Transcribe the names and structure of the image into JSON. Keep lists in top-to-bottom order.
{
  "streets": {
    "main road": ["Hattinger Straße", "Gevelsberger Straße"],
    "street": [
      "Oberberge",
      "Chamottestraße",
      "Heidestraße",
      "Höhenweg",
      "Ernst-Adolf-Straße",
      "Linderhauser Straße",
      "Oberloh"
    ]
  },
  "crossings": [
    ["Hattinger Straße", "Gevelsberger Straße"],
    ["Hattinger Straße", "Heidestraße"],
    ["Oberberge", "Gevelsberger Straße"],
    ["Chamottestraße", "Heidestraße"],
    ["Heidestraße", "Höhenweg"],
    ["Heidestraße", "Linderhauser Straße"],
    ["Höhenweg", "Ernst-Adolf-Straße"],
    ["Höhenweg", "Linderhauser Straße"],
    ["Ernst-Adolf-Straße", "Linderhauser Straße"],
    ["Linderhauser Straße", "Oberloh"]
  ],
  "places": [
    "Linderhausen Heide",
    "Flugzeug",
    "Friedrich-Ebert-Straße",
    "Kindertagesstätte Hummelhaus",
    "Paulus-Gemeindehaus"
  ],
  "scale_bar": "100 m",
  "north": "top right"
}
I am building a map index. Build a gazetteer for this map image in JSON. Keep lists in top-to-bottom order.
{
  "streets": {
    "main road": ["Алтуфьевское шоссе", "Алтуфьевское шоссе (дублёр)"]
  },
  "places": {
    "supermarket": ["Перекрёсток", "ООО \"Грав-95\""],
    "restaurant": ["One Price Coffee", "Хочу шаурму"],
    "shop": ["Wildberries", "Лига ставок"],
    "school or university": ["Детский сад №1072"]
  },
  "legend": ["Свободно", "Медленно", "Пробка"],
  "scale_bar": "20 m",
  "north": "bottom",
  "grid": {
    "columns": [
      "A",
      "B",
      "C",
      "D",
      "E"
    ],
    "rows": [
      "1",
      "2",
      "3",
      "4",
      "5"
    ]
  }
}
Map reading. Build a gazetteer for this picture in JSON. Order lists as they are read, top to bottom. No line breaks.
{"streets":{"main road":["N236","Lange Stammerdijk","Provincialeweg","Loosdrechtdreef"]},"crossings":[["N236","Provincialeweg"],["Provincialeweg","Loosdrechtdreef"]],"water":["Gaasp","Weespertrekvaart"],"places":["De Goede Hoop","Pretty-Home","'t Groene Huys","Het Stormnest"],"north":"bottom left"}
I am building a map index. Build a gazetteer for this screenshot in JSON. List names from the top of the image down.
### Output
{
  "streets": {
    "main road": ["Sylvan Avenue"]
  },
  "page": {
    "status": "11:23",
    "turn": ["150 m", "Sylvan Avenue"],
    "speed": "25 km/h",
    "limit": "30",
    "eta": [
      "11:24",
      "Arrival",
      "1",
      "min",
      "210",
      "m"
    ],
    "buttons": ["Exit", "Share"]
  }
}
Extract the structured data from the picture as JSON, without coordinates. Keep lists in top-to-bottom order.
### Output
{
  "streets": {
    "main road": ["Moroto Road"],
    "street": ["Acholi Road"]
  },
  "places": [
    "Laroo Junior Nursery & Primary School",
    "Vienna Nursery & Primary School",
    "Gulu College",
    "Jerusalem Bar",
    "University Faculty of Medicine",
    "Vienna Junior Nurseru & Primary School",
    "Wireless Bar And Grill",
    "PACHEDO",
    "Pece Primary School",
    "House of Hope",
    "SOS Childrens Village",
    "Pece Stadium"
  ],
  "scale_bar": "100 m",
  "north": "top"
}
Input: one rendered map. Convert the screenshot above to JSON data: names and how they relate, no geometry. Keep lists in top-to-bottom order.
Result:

What you should do -> Give back all of the data exactly, with every line intact.

Solution for this task ->
Transcribe the names and structure of the image into JSON. Keep lists in top-to-bottom order.
{
  "streets": {
    "main road": ["Hattinger Straße", "Gevelsberger Straße"],
    "street": [
      "Oberberge",
      "Chamottestraße",
      "Heidestraße",
      "Höhenweg",
      "Ernst-Adolf-Straße",
      "Linderhauser Straße",
      "Oberloh"
    ]
  },
  "crossings": [
    ["Hattinger Straße", "Gevelsberger Straße"],
    ["Hattinger Straße", "Heidestraße"],
    ["Oberberge", "Gevelsberger Straße"],
    ["Chamottestraße", "Heidestraße"],
    ["Heidestraße", "Höhenweg"],
    ["Heidestraße", "Linderhauser Straße"],
    ["Höhenweg", "Ernst-Adolf-Straße"],
    ["Höhenweg", "Linderhauser Straße"],
    ["Ernst-Adolf-Straße", "Linderhauser Straße"],
    ["Linderhauser Straße", "Oberloh"]
  ],
  "places": [
    "Linderhausen Heide",
    "Flugzeug",
    "Friedrich-Ebert-Straße",
    "Kindertagesstätte Hummelhaus",
    "Paulus-Gemeindehaus"
  ],
  "scale_bar": "100 m",
  "north": "top right"
}
I am building a map index. Build a gazetteer for this map image in JSON. Keep lists in top-to-bottom order.
{
  "streets": {
    "main road": ["Алтуфьевское шоссе", "Алтуфьевское шоссе (дублёр)"]
  },
  "places": {
    "supermarket": ["Перекрёсток", "ООО \"Грав-95\""],
    "restaurant": ["One Price Coffee", "Хочу шаурму"],
    "shop": ["Wildberries", "Лига ставок"],
    "school or university": ["Детский сад №1072"]
  },
  "legend": ["Свободно", "Медленно", "Пробка"],
  "scale_bar": "20 m",
  "north": "bottom",
  "grid": {
    "columns": [
      "A",
      "B",
      "C",
      "D",
      "E"
    ],
    "rows": [
      "1",
      "2",
      "3",
      "4",
      "5"
    ]
  }
}
Map reading. Build a gazetteer for this picture in JSON. Order lists as they are read, top to bottom. No line breaks.
{"streets":{"main road":["N236","Lange Stammerdijk","Provincialeweg","Loosdrechtdreef"]},"crossings":[["N236","Provincialeweg"],["Provincialeweg","Loosdrechtdreef"]],"water":["Gaasp","Weespertrekvaart"],"places":["De Goede Hoop","Pretty-Home","'t Groene Huys","Het Stormnest"],"north":"bottom left"}
I am building a map index. Build a gazetteer for this screenshot in JSON. List names from the top of the image down.
### Output
{
  "streets": {
    "main road": ["Sylvan Avenue"]
  },
  "page": {
    "status": "11:23",
    "turn": ["150 m", "Sylvan Avenue"],
    "speed": "25 km/h",
    "limit": "30",
    "eta": [
      "11:24",
      "Arrival",
      "1",
      "min",
      "210",
      "m"
    ],
    "buttons": ["Exit", "Share"]
  }
}
Extract the structured data from the picture as JSON, without coordinates. Keep lists in top-to-bottom order.
### Output
{
  "streets": {
    "main road": ["Moroto Road"],
    "street": ["Acholi Road"]
  },
  "places": [
    "Laroo Junior Nursery & Primary School",
    "Vienna Nursery & Primary School",
    "Gulu College",
    "Jerusalem Bar",
    "University Faculty of Medicine",
    "Vienna Junior Nurseru & Primary School",
    "Wireless Bar And Grill",
    "PACHEDO",
    "Pece Primary School",
    "House of Hope",
    "SOS Childrens Village",
    "Pece Stadium"
  ],
  "scale_bar": "100 m",
  "north": "top"
}
Input: one rendered map. Convert the screenshot above to JSON data: names and how they relate, no geometry. Keep lists in top-to-bottom order.
Result:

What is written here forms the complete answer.